RECORDS SHOWN below:

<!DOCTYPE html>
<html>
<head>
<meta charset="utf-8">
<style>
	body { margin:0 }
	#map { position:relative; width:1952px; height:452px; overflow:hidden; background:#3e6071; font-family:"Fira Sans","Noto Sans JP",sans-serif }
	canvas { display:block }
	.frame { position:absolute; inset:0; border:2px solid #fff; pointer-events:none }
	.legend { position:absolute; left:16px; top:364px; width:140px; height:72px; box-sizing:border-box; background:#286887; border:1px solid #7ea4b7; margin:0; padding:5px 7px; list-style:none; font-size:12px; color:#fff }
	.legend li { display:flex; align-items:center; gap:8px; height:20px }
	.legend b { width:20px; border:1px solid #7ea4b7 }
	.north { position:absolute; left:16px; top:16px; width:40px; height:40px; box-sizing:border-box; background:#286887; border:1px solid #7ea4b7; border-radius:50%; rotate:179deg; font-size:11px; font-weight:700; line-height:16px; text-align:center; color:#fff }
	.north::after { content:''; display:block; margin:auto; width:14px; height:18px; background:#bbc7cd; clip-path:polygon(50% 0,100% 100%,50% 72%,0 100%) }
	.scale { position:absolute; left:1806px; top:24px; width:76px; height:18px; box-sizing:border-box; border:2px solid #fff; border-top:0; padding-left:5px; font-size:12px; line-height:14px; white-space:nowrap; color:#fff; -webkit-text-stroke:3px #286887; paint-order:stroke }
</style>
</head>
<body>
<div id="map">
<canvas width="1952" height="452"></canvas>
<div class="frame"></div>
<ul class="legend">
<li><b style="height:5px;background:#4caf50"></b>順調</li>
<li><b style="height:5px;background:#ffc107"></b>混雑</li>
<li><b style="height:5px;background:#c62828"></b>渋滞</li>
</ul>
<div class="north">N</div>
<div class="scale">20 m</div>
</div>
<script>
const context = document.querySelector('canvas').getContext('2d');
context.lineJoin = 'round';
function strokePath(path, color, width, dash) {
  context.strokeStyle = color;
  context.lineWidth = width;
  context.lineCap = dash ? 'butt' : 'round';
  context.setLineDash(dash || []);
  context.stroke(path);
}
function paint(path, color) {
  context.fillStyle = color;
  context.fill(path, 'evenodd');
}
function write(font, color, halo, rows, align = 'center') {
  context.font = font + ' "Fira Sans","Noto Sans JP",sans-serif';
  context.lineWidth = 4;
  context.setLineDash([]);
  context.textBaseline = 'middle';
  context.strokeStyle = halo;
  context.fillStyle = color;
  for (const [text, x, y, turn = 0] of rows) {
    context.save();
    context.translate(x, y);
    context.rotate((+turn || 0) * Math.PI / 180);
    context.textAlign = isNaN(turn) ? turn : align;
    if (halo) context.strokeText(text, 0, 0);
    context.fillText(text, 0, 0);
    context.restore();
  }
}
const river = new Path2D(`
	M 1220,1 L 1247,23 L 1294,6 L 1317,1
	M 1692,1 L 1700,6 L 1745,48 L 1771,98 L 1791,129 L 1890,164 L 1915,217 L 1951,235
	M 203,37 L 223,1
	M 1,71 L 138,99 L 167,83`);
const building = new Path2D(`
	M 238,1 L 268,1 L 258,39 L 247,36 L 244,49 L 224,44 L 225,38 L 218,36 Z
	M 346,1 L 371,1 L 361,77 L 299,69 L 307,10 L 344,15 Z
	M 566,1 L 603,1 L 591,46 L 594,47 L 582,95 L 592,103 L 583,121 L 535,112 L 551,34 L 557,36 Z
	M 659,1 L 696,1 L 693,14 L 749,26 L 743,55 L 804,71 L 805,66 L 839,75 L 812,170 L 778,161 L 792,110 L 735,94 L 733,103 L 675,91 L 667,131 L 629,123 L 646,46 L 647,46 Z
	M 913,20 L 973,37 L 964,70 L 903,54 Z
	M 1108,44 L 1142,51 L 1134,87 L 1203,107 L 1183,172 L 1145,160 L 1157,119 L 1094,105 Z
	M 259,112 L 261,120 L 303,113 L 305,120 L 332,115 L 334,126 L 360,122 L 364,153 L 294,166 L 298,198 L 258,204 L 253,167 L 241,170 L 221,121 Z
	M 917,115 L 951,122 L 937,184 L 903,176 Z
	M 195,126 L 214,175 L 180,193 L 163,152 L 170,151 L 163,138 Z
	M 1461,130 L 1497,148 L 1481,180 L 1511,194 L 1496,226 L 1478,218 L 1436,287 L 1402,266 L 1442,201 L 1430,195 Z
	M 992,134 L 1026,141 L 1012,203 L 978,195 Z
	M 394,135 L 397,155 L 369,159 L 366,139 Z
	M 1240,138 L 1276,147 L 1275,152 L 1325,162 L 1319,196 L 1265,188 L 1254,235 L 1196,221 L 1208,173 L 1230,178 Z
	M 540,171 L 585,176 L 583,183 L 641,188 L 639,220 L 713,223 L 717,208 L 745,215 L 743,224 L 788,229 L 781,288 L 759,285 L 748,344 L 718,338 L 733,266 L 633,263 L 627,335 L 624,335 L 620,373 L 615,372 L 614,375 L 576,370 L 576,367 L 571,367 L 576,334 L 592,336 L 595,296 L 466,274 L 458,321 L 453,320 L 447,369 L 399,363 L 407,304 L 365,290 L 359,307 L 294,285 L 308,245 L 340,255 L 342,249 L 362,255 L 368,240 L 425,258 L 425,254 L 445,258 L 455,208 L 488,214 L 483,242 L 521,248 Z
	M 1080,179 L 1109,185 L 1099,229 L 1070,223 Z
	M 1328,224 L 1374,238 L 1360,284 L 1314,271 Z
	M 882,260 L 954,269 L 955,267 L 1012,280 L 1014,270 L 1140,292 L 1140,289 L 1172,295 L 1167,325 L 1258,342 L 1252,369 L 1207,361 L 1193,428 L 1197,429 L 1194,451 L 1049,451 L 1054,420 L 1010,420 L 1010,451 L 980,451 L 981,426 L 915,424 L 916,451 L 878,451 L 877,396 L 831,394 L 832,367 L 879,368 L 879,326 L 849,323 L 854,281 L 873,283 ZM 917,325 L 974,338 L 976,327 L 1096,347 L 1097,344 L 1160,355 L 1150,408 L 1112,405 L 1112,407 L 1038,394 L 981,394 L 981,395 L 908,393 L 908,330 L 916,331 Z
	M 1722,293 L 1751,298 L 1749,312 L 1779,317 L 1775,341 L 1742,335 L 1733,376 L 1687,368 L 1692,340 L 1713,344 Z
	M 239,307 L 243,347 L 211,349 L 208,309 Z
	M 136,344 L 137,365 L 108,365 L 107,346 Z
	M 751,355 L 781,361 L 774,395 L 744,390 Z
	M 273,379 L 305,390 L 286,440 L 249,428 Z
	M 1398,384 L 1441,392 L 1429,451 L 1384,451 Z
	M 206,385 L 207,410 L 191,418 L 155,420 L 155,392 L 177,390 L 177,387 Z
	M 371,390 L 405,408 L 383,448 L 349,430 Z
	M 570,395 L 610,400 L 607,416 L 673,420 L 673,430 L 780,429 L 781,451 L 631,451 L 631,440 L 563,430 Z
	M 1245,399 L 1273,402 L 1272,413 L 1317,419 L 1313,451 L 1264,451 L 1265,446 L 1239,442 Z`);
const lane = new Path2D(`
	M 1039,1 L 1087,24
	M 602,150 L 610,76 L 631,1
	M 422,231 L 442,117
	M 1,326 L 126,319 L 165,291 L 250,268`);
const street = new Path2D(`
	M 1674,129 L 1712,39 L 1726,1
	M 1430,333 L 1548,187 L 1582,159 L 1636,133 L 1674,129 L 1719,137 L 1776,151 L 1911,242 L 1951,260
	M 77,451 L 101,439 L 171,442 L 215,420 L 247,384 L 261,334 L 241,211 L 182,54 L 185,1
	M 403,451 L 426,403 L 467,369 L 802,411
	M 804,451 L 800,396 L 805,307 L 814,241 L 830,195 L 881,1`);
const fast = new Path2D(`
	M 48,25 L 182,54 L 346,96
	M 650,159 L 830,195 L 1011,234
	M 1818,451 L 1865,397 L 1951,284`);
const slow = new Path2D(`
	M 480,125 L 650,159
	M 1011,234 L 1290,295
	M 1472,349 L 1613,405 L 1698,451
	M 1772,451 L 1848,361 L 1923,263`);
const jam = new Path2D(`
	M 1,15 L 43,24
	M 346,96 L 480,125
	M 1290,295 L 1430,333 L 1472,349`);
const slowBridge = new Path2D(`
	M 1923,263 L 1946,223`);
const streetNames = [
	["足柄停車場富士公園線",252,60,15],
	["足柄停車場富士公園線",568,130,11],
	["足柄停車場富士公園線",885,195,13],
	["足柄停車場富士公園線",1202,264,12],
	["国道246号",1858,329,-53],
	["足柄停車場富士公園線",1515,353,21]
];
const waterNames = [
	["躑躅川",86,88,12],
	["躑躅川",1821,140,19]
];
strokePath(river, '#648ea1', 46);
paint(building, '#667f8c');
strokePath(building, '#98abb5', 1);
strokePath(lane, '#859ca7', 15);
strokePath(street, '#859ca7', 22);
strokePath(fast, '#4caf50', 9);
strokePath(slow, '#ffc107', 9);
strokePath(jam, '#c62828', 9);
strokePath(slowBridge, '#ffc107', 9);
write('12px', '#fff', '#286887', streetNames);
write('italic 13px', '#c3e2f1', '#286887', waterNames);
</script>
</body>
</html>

End of RECORDS SHOWN.

Could you set down, exactly as written, the lines above between the one holding "M 1398,384 L" and the one holding "M 650,159 L 830,195 L 1011,234", inclusive, and nothing more?

	M 1398,384 L 1441,392 L 1429,451 L 1384,451 Z
	M 206,385 L 207,410 L 191,418 L 155,420 L 155,392 L 177,390 L 177,387 Z
	M 371,390 L 405,408 L 383,448 L 349,430 Z
	M 570,395 L 610,400 L 607,416 L 673,420 L 673,430 L 780,429 L 781,451 L 631,451 L 631,440 L 563,430 Z
	M 1245,399 L 1273,402 L 1272,413 L 1317,419 L 1313,451 L 1264,451 L 1265,446 L 1239,442 Z`);
const lane = new Path2D(`
	M 1039,1 L 1087,24
	M 602,150 L 610,76 L 631,1
	M 422,231 L 442,117
	M 1,326 L 126,319 L 165,291 L 250,268`);
const street = new Path2D(`
	M 1674,129 L 1712,39 L 1726,1
	M 1430,333 L 1548,187 L 1582,159 L 1636,133 L 1674,129 L 1719,137 L 1776,151 L 1911,242 L 1951,260
	M 77,451 L 101,439 L 171,442 L 215,420 L 247,384 L 261,334 L 241,211 L 182,54 L 185,1
	M 403,451 L 426,403 L 467,369 L 802,411
	M 804,451 L 800,396 L 805,307 L 814,241 L 830,195 L 881,1`);
const fast = new Path2D(`
	M 48,25 L 182,54 L 346,96
	M 650,159 L 830,195 L 1011,234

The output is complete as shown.